Cats... it's all about them.


----------



## wastedhours (Jan 2, 2012)

The cat got the crema... *badumtish*


----------



## MonkeyHarris (Dec 3, 2010)

Done this loads of times myself without the aid of a moggy. Just heavy handed. The worst one was when I spilt a double on top of my Silvia and the espresso was coming out of places it shouldn't have been. That took a while to clean up. I now neck the shot before knocking the puck out (less than a minute).


----------



## brun (Dec 26, 2011)

finally getting the timing right then, how have you managed it ?


----------



## DonRJ (Apr 3, 2010)

I have had mismatched shot glasses for a while now due to the cat doing a stylish pirouette over the Silvia and flicking a glass off onto the floor.


----------



## onemac (Dec 15, 2011)

brun said:


> finally getting the timing right then, how have you managed it ?


I have absolutely no idea. I've been getting 3-4fl oz with the pressurised basket, sometimes in less than 20 seconds, but read somewhere that any amount over 15g was a waste so I gave it a go with a heavy tamp and got 2fl oz split between two glasses - three times in a row. It's still too thin or watery and would probably qualify as vinegar to some on here but I can drink it straight without making a face so I'm claiming a marginal victory in the overall scheme of things.

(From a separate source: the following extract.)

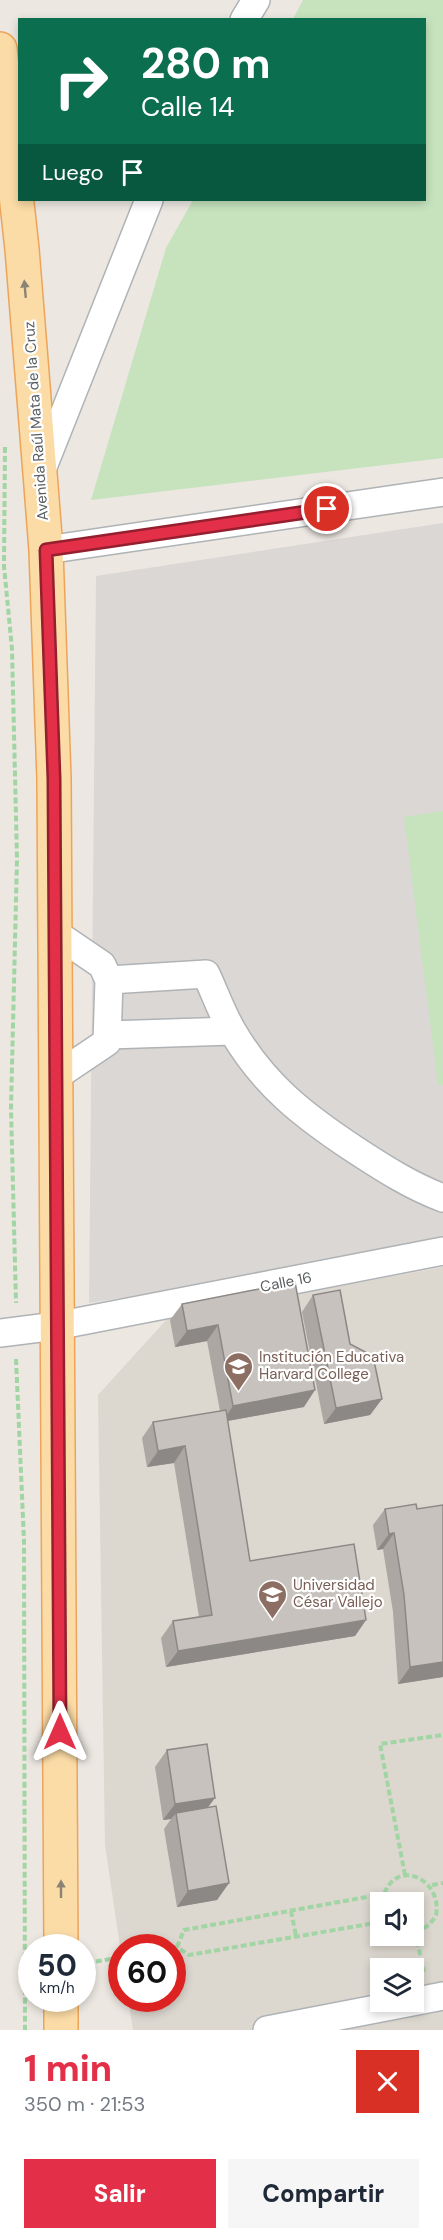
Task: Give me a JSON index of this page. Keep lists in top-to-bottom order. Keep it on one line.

And before the rest of you throw in your 2p worth, please note my ultimate goal of 18g per double.

Al


----------



## brun (Dec 26, 2011)

so your dosing 15g ?


----------



## onemac (Dec 15, 2011)

brun said:


> so your dosing 15g ?


Yup - to the nearest .02g anyway (new scales)







Tamping fairly hard though - remember, pressurised basket.

Al


----------



## brun (Dec 26, 2011)

well my last one i was literally tamping it with my feet off the floor and i couldnt get past 20s


----------



## onemac (Dec 15, 2011)

I've been finding the longer you let the shot run the better it tastes - even if you end up with 3fl oz. This mornings efforts saw 25-30 second shots using 15-18g in 1/2g steps but the higher the dosage the less tamp weight is required. Also the brewhead gets more messy the higher the dose due to pressure equalisation in the basket after switch off.

Al


----------



## AndyL (Apr 10, 2011)

Firstly throw the pressurised basket at or near the cat... No, I didn't mean that you love the cat right? Turn it into some sort of toy for him/her. Then replace it with a standard double, up your dose to around the 17/18g mark at an appropriately fine grind, distribute and tamp evenly. That should sort it.

---

I am here: http://maps.google.com/maps?ll=55.013492,-1.618072


----------



## onemac (Dec 15, 2011)

Thanks Andy. I'm due delivery of a MC2 grinder and bottomless portafilter on Monday so I'm stuck with the pressurised basket and pre-ground until then. I bet you Monday afternoon I'm running round like a Meerkat on steroids though.....

Al


----------



## Stevenp6 (May 17, 2011)

Kill the cat


----------



## tenbears10 (Jan 21, 2012)

Stevenp6 said:


> Kill the cat


And then get a dog, they don't jump on the worktops


----------



## onemac (Dec 15, 2011)

Stevenp6 said:


> Kill the cat


Cats - plural. Twice the imbuggerance factor.



tenbears10 said:


> And then get a dog, they don't jump on the worktops


Yes they do - or at least mine does. I blame the wife for lack of training. Mind you, the dogs braincell has yet to develop properly but that's not his fault.....

Al


----------



## brun (Dec 26, 2011)

How's the grinder !?


----------



## onemac (Dec 15, 2011)

brun said:


> How's the grinder !?


http://coffeeforums.co.uk/showthread.php?4846-Help-with-my-nakedness!!!&p=29247#post29247

Al


----------



## onemac (Dec 15, 2011)

I suppose I have to come clean and admit that it's not only the cats that sabotage my espresso shots.....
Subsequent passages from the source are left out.